Rogue Panda Designs | Innovative bike gear made in Flagstaff, AZ

Thanks!

Also, it might be kind of cool to list the locations of the companies after their links, so people can see who is closest to them. Buy local, after all. I'm willing to put in the leg work of looking up where everyone is from; send me a PM if you'd like me to do that.


----------



## TobyGadd (Sep 9, 2009)

Your link is updated.

As far as where manufacturers are located, I'm not sure that it really matters. I'm guessing that people will buy based on reputation more than anything. But I don't see any reason not to list it either. So feel free to send me a list of locations, and I'll add them.


----------



## fixed1313 (Sep 17, 2010)

Just my 2 cents. Location is a consideration as well as reputation. I prefer to buy local as often as possible, even if the product is a bit less refined. Hopefully increased sales and communication can help refine the product.


----------



## NickSmolinske (Mar 8, 2008)

On that note, I didn't find Andrew the Maker's location by googling but it was in the thread a couple posts back, doh - Kansas City.


----------



## Stealthbikebags (Mar 15, 2015)

*Stealth Bike Bags - New Zealand Made*

Hi, could you please add me to the list? Have been making custom and some standard bags for about 6 months. Locally made in Wellington, New Zealand.

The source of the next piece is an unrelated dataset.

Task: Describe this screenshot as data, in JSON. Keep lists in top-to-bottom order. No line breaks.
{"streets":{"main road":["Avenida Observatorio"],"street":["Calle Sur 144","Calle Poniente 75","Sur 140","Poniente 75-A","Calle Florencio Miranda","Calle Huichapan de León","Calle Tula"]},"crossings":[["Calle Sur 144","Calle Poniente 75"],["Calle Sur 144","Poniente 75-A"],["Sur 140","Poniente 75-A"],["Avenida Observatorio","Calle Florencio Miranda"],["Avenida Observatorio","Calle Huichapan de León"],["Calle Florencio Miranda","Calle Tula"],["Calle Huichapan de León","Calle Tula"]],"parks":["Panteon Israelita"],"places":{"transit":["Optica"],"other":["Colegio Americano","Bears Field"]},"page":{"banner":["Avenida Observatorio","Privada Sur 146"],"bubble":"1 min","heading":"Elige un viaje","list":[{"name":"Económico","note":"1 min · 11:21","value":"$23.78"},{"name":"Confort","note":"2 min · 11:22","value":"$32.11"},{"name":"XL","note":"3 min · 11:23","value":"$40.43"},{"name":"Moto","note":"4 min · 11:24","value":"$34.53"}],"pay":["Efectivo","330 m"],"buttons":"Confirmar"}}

Stealth Bike Bags - Stealth Bike Bags
www.facebook.com/stealthbikebags
Instagram - @stealthbikebags

Thanks,

Mike


----------



## TobyGadd (Sep 9, 2009)

Stealthbikebags said:


> Hi, could you please add me to the list? Have been making custom and some standard bags for about 6 months. Locally made in Wellington, New Zealand.
> 
> Stealth Bike Bags - Stealth Bike Bags
> www.facebook.com/stealthbikebags
> ...


Added!


----------



## abroekhof (Mar 27, 2015)

*Bag comparison spreadsheet*

I started to put together a comparison of bags and was thinking it would be good to make it collaborative. I have a Google Spreadsheet here:
https://docs.google.com/spreadsheets/d/1GS_pf0TrweZhOKxLoNBZMVWSrMEmq7gzt6XNvHMfKlE/edit?usp=sharing
which is editable.

Hope this might be helpful!


----------



## TobyGadd (Sep 9, 2009)

abroekhof said:


> I started to put together a comparison of bags and was thinking it would be good to make it collaborative. I have a Google Spreadsheet here:
> https://docs.google.com/spreadsheets/d/1GS_pf0TrweZhOKxLoNBZMVWSrMEmq7gzt6XNvHMfKlE/edit?usp=sharing
> which is editable.
> 
> Hope this might be helpful!


Cool, thanks!


----------



## 1 Speed (Jan 8, 2004)

Excellent, I have added my seat bags to the list. I still need to weigh and calculate capacity but they're there.


----------



## 1 Speed (Jan 8, 2004)

dremags said:


> I've seen your stuff before. Looks great! We probably know a few of the same people here in KC.


I'm guessing we do... I still really miss K.C. singletrack. It's the best I've ever ridden anywhere in the world!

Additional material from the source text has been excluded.